The puppy was unable to walk on her back legs. They were crumpled behind her, and an initial attempt to touch her was greeted with a horrified screech and a retreat to the back of the cage. She was terrified.
Her X-rays told of the duration, and level of brutality, of the abuse. The hips were both fractured, as were both femurs, the pelvis, parts of the spine and even her little skull.
The fractures were not only severe, they were all in different stages of healing. Some looked very fresh, some were at least weeks old. This puppy had been abused severely and for a long time.
It really sunk in when viewing the radiographs with one of our senior and seasoned technicians, Erin. She was struck silent, eyes filling with tears.
We repaired the fractures that we could, leaving the others to complete some form of healing on their own. The great news is that this little puppy has thrived with the care it received, and she is now well-socialized, walking, albeit with a limp, and playing. In true dog fashion, she is not looking back. She’s going with what she’s got left and getting ready for adoption and a new life.
What strikes me most about all of this is that we seem to live in a parallel universe. A community that is populated with incredibly dedicated, compassionate and generous animal lovers.
Our culture and media celebrate, and are dominated by, stories and images of the human-animal bond. We collectively recoil in horror at scenes of animal cruelty.
Yet, there is another element to our society. Those that would willingly impose cruelty upon a defenseless animal, like our puppy. How can this be? Is it an isolated event? Hardly. These cases are rampant. Kittens thrown from a bridge, dogs set on fire, shot, or tied up and thrown into a river, have all been recent stories on our local news.
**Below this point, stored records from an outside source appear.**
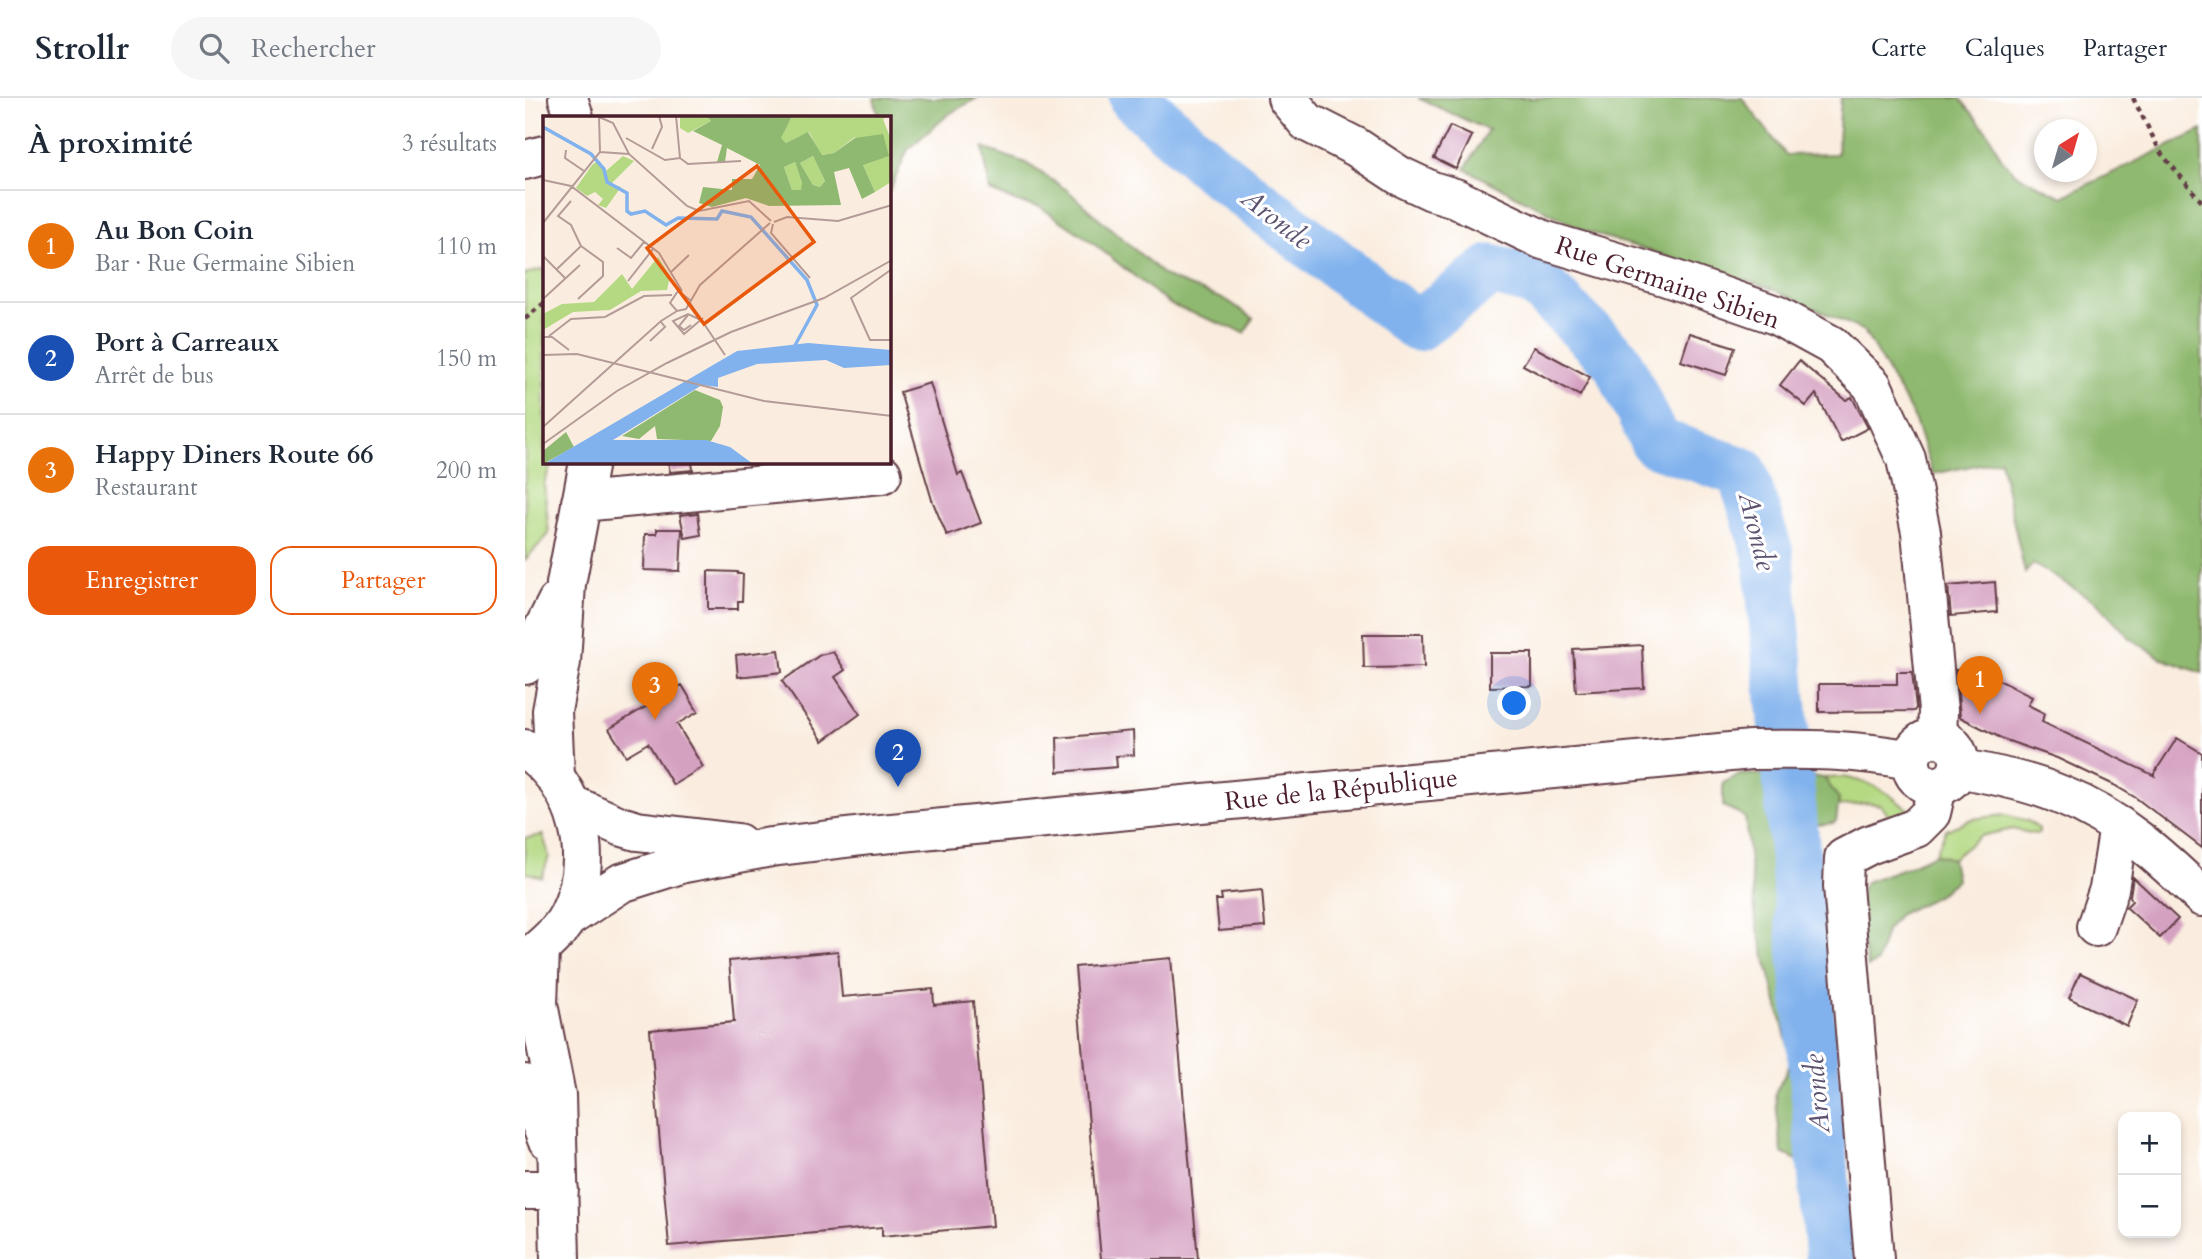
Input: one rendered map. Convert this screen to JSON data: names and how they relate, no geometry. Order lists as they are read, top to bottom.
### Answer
{
  "streets": {
    "main road": ["Rue Germaine Sibien", "Rue de la République"]
  },
  "crossings": [
    ["Rue Germaine Sibien", "Rue de la République"]
  ],
  "water": ["Aronde"],
  "north": "top right",
  "page": {
    "header": "Strollr",
    "search": "Rechercher",
    "nav": ["Carte", "Calques", "Partager"],
    "heading": ["À proximité", "3 résultats"],
    "list": [
      {
        "mark": "1",
        "name": "Au Bon Coin",
        "note": "Bar · Rue Germaine Sibien",
        "value": "110 m"
      },
      {
        "mark": "2",
        "name": "Port à Carreaux",
        "note": "Arrêt de bus",
        "value": "150 m"
      },
      {
        "mark": "3",
        "name": "Happy Diners Route 66",
        "note": "Restaurant",
        "value": "200 m"
      }
    ],
    "buttons": ["Enregistrer", "Partager"],
    "pins": ["1", "3", "2"],
    "map_buttons": ["+", "−"]
  }
}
Look around and see all the stray cats and dogs, or the dogs condemned to life on a chain. No, it is not isolated.
Consider the chicken. In how we regard this bird, I’ll concede that some people have more appreciation for its intelligence than others.
In 1960, Americans ate on average about 20 pounds of chicken per year. Today, its 70 pounds per person. The chicken accounts for 36 percent of all meat consumed in the United States and 25 percent worldwide.
However, this bird — upon which the world now depends — is among the most abused animals in the world. The conditions that large-scale meat and egg producers impose upon them are manifestly cruel.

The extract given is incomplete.